We have two goals. The first one is to vaccinate as many people at risk as possible with the third dose, because here we know that vaccination saves life and health. The second goal is to slowly but consistently encourage younger generations to vaccination. I believe that we also need to break out of the information bubble, according to which in Poland there is an anti-vaccination hatred everywhere, and people are negative about vaccination, and therefore it makes no sense to take any actions related to public health.

I don't agree with that. I take part in various training courses in workplaces, where we train several hundred people at one meeting. Among these people, there are still those who ask specific questions, for example: "if I had a food allergy, can I get vaccinated?”. If such people's doubts are met and dispelled, the chances are higher that a person decides to get a jab.

The same applies to the third dose.

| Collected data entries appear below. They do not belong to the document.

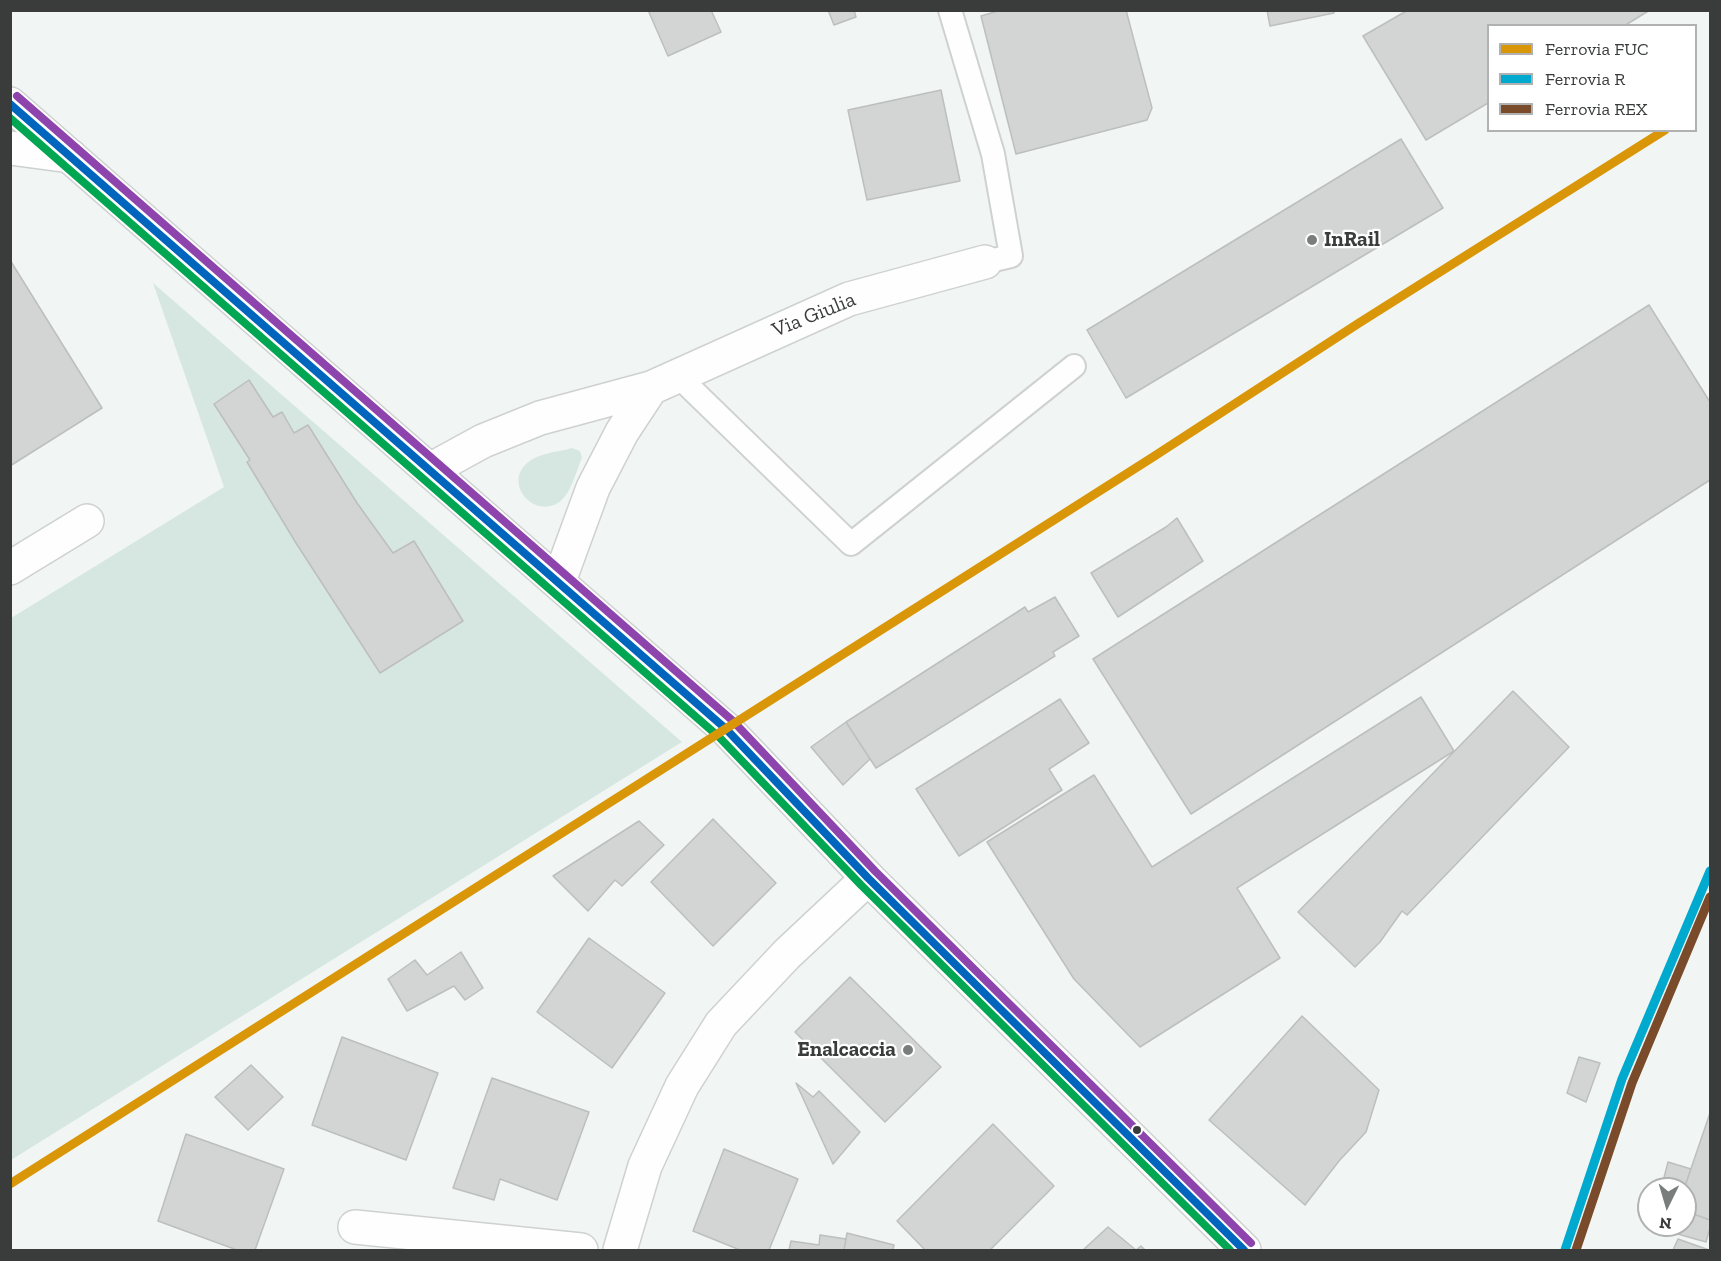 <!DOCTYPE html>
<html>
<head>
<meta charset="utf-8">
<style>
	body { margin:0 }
	#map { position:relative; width:1721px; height:1261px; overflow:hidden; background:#f1f6f4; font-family:"Zilla Slab",serif }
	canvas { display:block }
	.frame { position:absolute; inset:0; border:12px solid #393c3b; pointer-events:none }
	.legend { position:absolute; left:1487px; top:24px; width:210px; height:108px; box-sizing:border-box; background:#fff; border:2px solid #b0b1b1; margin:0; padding:8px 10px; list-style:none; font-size:18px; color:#393c3b }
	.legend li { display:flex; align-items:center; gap:12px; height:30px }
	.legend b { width:30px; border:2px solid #b0b1b1 }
	.north { position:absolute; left:1637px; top:1177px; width:60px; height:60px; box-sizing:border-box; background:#fff; border:2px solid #b0b1b1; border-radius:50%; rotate:185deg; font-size:16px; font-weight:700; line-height:24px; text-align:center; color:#393c3b }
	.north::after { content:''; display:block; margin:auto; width:21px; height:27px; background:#797d7c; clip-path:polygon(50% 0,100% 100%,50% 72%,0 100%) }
</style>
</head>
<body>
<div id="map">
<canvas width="1721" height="1261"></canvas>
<div class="frame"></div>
<ul class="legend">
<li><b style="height:8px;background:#da9609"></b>Ferrovia FUC</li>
<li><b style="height:8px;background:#00a9ce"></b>Ferrovia R</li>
<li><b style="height:8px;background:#7a4b2a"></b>Ferrovia REX</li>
</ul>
<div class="north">N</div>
</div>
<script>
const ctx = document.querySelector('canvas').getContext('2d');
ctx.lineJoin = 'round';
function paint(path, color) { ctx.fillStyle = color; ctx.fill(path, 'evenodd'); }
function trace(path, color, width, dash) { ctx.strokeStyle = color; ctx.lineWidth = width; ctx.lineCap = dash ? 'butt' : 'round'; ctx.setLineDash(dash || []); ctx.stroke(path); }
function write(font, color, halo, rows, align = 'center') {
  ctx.font = font + ' "Zilla Slab",serif'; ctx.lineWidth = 4.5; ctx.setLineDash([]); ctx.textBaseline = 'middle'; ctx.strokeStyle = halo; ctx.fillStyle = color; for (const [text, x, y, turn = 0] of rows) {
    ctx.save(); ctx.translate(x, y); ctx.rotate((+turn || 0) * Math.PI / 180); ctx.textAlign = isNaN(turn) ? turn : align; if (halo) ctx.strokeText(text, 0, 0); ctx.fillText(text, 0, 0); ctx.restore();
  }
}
paint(new Path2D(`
	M153,283L682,742L11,1160V618L224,487Z
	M572,448L580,451L582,458C576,471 571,495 558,503C532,518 504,483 527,463C538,453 558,452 572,448Z`), '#d5e7e0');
const building = new Path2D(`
	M648,10H711L721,32L668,56Z
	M828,10H854L856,17L834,25Z
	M1001,10H1126L1152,108L1147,120L1016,154L981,16Z
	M1267,10H1333L1334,13L1270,26Z
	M1408,10H1650L1624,26H1488V103L1426,140L1363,36Z
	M941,90L960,181L867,200L848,110Z
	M1401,139L1443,208L1126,398L1087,330Z
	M10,260L102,408L10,466Z
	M1649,305L1710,402V480L1191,814L1093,659Z
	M249,380L273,417L282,412L294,433L308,425L357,503L393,553L414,541L463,621L380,673L296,543L247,462L250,460L214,404Z
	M1177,518L1203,561L1118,617L1091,573L1166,527Z
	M1055,597L1079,636L1053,652L1055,656L876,768L846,722L1025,607L1028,612Z
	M1513,691L1569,747L1407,915L1402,911L1380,942L1355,967L1298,912Z
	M1421,697L1454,751L1237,888L1280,958L1140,1047L1074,979L987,842L1094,775L1152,867Z
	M1060,699L1089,743L1049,769L1062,790L959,856L916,789Z
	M846,722L870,759L843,785L811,747Z
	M713,819L776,883L713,946L651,882Z
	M639,821L664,845L622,886L615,880L588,911L553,876Z
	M589,938L665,993L612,1068L537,1012Z
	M461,952L483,988L465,1000L454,986L407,1011L388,979L415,960L427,975Z
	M850,977L941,1067L885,1122L795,1032Z
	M1302,1016L1379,1090L1366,1132L1339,1161L1305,1205L1209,1120Z
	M342,1037L438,1073L406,1160L312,1125Z
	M1579,1057L1600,1063L1586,1102L1567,1093Z
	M251,1065L283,1097L248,1130L215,1097Z
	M492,1078L589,1112L557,1200L500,1179L494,1200L453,1188Z
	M796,1083L813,1097L819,1091L860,1132L833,1164Z
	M1710,1113V1220L1685,1211L1684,1189Z
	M993,1124L1054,1186L990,1250H925L897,1221Z
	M186,1134L284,1169L255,1250H237L158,1221Z
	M724,1149L798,1179L769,1250H740L693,1231Z
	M1668,1162L1691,1169L1684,1189H1661Z
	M1685,1211L1710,1220V1228L1706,1242L1674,1233L1672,1235L1656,1229L1657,1225H1685Z
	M1108,1227L1136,1250L1141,1246L1145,1250H1083Z
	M847,1233L894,1245L893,1250H844Z
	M820,1235L846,1239L844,1250H789L791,1241L819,1245Z
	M1678,1239L1709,1250H1673Z`);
paint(building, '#d2d5d4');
trace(building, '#bcbfbe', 1.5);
const lane = new Path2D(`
	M950,10L993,154L1011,256L985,262
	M677,375L851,544L1074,366`);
const street = new Path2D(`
	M10,148L70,156
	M430,470L483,441L540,418L651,388L849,299L985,262
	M10,568L87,521
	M559,581L593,488L622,432L651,388
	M355,1227L581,1250
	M620,1250L645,1166L682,1086L721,1024L787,954L868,878`);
const secondary = new Path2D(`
	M10,104L726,729L868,878L1244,1250`);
trace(lane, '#ced1d0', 26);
trace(street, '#ced1d0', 36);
trace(secondary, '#ced1d0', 36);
trace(lane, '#fdfefd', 22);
trace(street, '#fdfefd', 33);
trace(secondary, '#fdfefd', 33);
trace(new Path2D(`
	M10,104L726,729L868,878L1244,1250`), '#0065bd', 8);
trace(new Path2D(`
	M10,118L719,737L861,885L1230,1250`), '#00a651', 8);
trace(new Path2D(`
	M17,96L733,721L875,871L1251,1243`), '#8e44ad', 8);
trace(new Path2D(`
	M10,1184L1153,457L1359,323L1665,130`), '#da9609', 9);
trace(new Path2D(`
	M1565,1250L1622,1079L1710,871`), '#00a9ce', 9);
trace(new Path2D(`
	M1576,1250L1632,1083L1710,897`), '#7a4b2a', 9);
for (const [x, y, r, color] of [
	[1312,240,6,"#797d7c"],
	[908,1050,6,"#797d7c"],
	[1137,1130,5,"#393c3b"]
]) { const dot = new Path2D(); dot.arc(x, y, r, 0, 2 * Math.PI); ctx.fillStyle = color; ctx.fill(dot); trace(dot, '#fff', 2); }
write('bold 21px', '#393c3b', '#fff', [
	["InRail",1324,240],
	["Enalcaccia",896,1050,"right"]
], 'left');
write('21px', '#393c3b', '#fff', [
	["Via Giulia",814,315,-22]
]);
</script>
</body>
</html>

There are numerous people who had been vaccinated with two doses last Spring, and in the fall they nevertheless went down with COVID-19. Some of these people don't need to get the third dose now, it just needs to be recorded in the system that yes, they didn't take the third dose, but they have high levels of antibodies, so they do not to take another jab as soon as now.

There are a lot of such patients got over COVID-19 late 2021 even if they had previously been vaccinated. These people do not necessarily need to be vaccinated immediately with a third dose. They will be able to do this when their level of antibodies fall, so that those people are again exposed to a severe course of the disease.


The interview was conducted by Euractiv Poland, one of the IMMUNION partner.